Instructions to follow — Only the lines from the top of the records below through the line containing "flex:none; width:28px; height:28px;" should be printed, exactly and without pictures.

[Stored data entries]
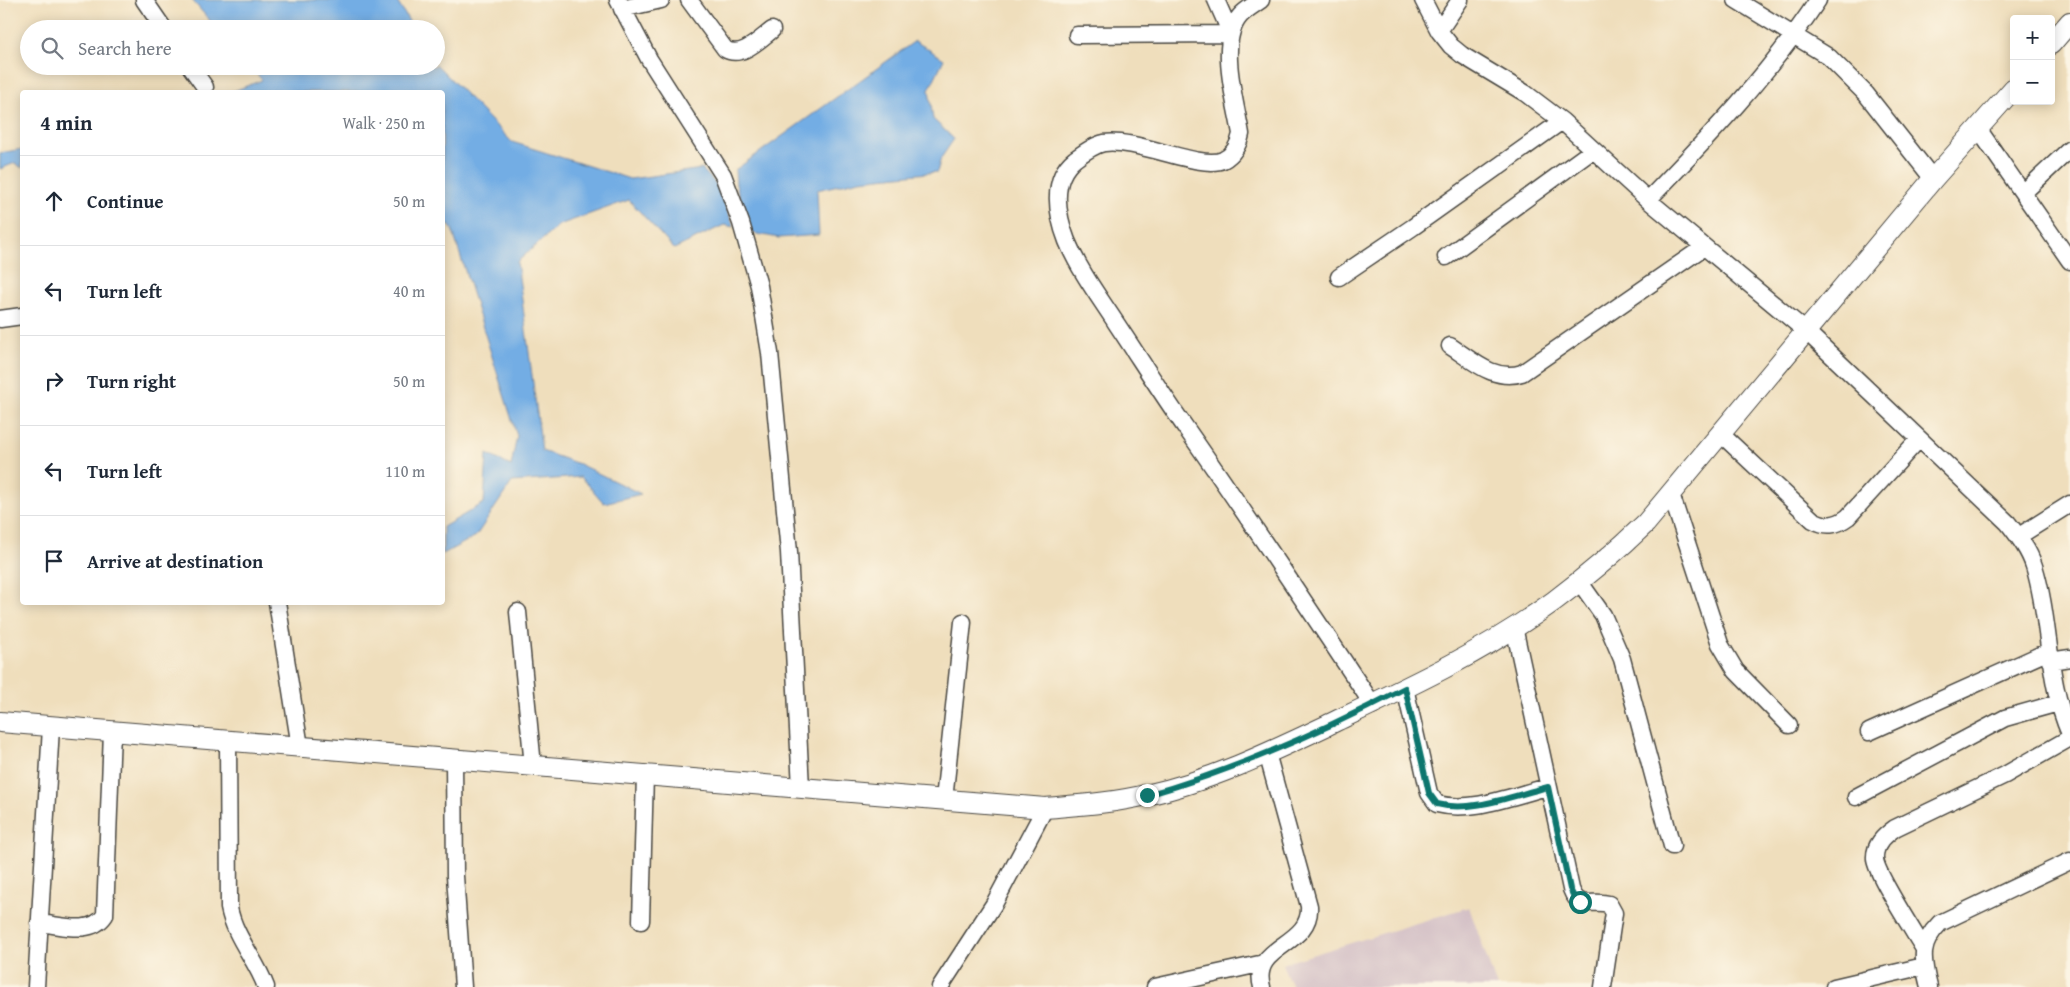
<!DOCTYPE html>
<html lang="en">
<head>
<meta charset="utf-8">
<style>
  body { margin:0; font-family:"Gentium Book Plus",serif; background:#f6f6f7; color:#1f2937 }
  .controls { position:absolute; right:15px; top:15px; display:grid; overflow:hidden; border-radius:5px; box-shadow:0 2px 12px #0003 }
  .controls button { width:45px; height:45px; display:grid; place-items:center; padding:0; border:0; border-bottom:1px solid #e0e1e3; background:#fff; color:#1f2937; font:25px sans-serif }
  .stop { position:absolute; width:15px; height:15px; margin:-11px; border:4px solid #0f766e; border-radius:50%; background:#fff }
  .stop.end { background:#0f766e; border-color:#fff; box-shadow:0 1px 5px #0008 }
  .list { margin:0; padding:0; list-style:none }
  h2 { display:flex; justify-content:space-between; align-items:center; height:65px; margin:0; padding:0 20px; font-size:21px }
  h2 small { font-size:16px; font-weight:400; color:#747a83 }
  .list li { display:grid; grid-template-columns:32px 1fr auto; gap:15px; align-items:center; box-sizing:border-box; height:90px; padding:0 20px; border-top:1px solid #e0e1e3 }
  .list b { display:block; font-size:19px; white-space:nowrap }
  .list em { font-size:16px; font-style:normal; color:#747a83 }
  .icon { flex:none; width:28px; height:28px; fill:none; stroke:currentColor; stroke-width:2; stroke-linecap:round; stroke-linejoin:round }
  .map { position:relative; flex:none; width:2070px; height:987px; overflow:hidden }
  .search { position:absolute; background:#fff; box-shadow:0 2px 12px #0003; left:20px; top:20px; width:425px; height:55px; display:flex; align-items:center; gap:12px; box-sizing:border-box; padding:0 18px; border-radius:28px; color:#747a83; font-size:19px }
  .panel { position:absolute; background:#fff; box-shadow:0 2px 12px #0003; left:20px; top:90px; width:425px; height:515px; border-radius:5px }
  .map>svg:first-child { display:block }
</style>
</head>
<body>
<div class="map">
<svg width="2070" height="987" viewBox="0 0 2070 987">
  <rect width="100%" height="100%" fill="#fcf5e5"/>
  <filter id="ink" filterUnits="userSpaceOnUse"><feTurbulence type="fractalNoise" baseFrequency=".02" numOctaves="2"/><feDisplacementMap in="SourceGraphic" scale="10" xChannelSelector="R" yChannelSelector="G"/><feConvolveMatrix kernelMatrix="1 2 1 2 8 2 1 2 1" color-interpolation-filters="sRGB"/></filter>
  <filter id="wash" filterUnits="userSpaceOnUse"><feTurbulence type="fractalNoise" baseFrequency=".0096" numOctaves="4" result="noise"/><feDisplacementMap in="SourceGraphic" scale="20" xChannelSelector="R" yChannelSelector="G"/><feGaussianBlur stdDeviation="1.12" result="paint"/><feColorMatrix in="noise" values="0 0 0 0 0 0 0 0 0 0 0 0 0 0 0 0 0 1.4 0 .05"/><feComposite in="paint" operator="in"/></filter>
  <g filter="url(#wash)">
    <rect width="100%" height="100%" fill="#efdebc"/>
    <!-- industrial -->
    <path fill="#d2bec5" d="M1469,907L1497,987H1292L1282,964Z"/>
    <!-- water -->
    <path fill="#73ade4" stroke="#4f6c88" d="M192,0H396L414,29H217Z
      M915,41L944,59L929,90L933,119L954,139L941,158L937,172L860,180L817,190L819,235L779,238L752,233L736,185L735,170Z
      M436,64L512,142L630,179L702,169L718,186L734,227L724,225L674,249L629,200L559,225L517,262L542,451L579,464L641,494L604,503L581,477L512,482L476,536L443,554V527L484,503L487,454L511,466L517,436L452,229L443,217L442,92H231L262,80L250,66H436Z
      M22,149V168L15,163L0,169V153Z"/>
  </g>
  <g filter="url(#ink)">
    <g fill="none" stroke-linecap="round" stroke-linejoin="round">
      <!-- minor casing -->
      <g stroke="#484641" stroke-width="19">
        <path id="minor" d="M144,0L164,29
          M618,0L649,59L723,175L741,223L759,286L770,353L789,552L801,788
          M689,0L725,49C741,59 759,40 772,30
          M1261,0C1254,5 1245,10 1240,16C1217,42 1236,103 1241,134C1239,144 1233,155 1223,160C1200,170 1136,138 1104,143C1094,145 1083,153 1075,159C1050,179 1057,215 1067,241C1079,270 1099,297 1116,323C1140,359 1163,396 1188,431C1251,521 1312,613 1373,705
          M1423,0L1439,31L1451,46L1462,55L1525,93L1562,121L1648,200L1807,332L2008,523C2018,536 2029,550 2034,566C2051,621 2046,680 2070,734
          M1736,0L1829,57L1866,94L1933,179
          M622,9L661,0
          M1439,31L1460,0
          M1077,35L1231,34L1216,0
          M190,66L205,87
          M1979,130L2070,261
          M2023,193L2070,149
          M1648,200C1709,137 1770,73 1818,0
          M1446,257L1593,150
          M1339,277L1413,227L1562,121
          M0,319L22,316
          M1450,346C1472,360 1494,382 1522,373L1704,247
          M1721,434L1813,520C1826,527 1836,526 1848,517L1919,439
          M1671,494L1720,644L1736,671L1789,725
          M2019,536L2070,504
          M1579,581L1603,615L1622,659L1672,846
          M277,602L300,747
          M518,612L533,766
          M1514,627L1571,889C1579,911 1592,899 1609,904L1614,913L1603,987
          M2050,661L2070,658
          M1405,688L1429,793L1437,804C1472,813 1514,795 1548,787
          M1869,732L2049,651
          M228,741L229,908C235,938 256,959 266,987
          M454,760L455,876L463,987
          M1856,797L2005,718L2058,703
          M944,800L963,622
          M641,921L645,775
          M39,923C61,925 91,936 105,915L112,732
          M1924,949C1914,932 1876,874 1875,859C1874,845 1884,836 1895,828L2005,775L2070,738
          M36,987L51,727
          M940,987L994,904L1045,808
          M1155,987L1264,963
          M1262,987C1250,944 1312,947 1309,906L1267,753
          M1834,987L1924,966
          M1929,987C1922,959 1919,944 1940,923L2070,861"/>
      </g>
      <!-- tertiary casing -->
      <g stroke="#484641" stroke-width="22">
        <path id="tertiary" d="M2051,44L2070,22
          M0,722L1045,808C1079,805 1113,803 1146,795C1211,781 1273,751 1332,723C1408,687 1486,651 1554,601C1586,577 1617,551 1646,523L1933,179L2014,88"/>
      </g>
      <!-- minor -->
      <use href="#minor" stroke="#fff" stroke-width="16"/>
      <!-- tertiary -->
      <use href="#tertiary" stroke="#fff" stroke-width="20"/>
    </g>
  </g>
  <g fill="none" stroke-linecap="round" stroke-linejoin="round" filter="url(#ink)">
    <!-- route -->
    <path stroke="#0f766e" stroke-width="6" d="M1147,795C1236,770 1323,731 1405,688L1429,793L1437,804C1472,813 1514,795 1548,787L1570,889L1574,897L1580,902"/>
  </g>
</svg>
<div class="controls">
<button>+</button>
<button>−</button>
</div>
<div class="stop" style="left:1580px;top:902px"></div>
<div class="stop end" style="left:1147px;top:795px"></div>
<div class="search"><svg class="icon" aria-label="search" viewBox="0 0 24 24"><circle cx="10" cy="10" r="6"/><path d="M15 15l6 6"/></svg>Search here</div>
<section class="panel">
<h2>4 min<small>Walk · 250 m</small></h2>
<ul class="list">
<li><svg class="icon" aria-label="ahead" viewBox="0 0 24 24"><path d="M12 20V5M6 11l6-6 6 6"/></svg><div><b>Continue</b></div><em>50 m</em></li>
<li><svg class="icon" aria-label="left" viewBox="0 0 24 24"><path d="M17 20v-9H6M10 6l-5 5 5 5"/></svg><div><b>Turn left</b></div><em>40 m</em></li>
<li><svg class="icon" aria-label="right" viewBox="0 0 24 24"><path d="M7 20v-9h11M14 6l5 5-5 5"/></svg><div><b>Turn right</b></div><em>50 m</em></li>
<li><svg class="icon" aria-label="left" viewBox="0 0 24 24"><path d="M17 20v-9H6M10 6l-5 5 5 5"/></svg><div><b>Turn left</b></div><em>110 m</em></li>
<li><svg class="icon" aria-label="arrive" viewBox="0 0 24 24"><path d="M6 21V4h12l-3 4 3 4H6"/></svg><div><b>Arrive at destination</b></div></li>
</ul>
</section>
</div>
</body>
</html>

Answer space —
<!DOCTYPE html>
<html lang="en">
<head>
<meta charset="utf-8">
<style>
  body { margin:0; font-family:"Gentium Book Plus",serif; background:#f6f6f7; color:#1f2937 }
  .controls { position:absolute; right:15px; top:15px; display:grid; overflow:hidden; border-radius:5px; box-shadow:0 2px 12px #0003 }
  .controls button { width:45px; height:45px; display:grid; place-items:center; padding:0; border:0; border-bottom:1px solid #e0e1e3; background:#fff; color:#1f2937; font:25px sans-serif }
  .stop { position:absolute; width:15px; height:15px; margin:-11px; border:4px solid #0f766e; border-radius:50%; background:#fff }
  .stop.end { background:#0f766e; border-color:#fff; box-shadow:0 1px 5px #0008 }
  .list { margin:0; padding:0; list-style:none }
  h2 { display:flex; justify-content:space-between; align-items:center; height:65px; margin:0; padding:0 20px; font-size:21px }
  h2 small { font-size:16px; font-weight:400; color:#747a83 }
  .list li { display:grid; grid-template-columns:32px 1fr auto; gap:15px; align-items:center; box-sizing:border-box; height:90px; padding:0 20px; border-top:1px solid #e0e1e3 }
  .list b { display:block; font-size:19px; white-space:nowrap }
  .list em { font-size:16px; font-style:normal; color:#747a83 }
  .icon { flex:none; width:28px; height:28px; fill:none; stroke:currentColor; stroke-width:2; stroke-linecap:round; stroke-linejoin:round }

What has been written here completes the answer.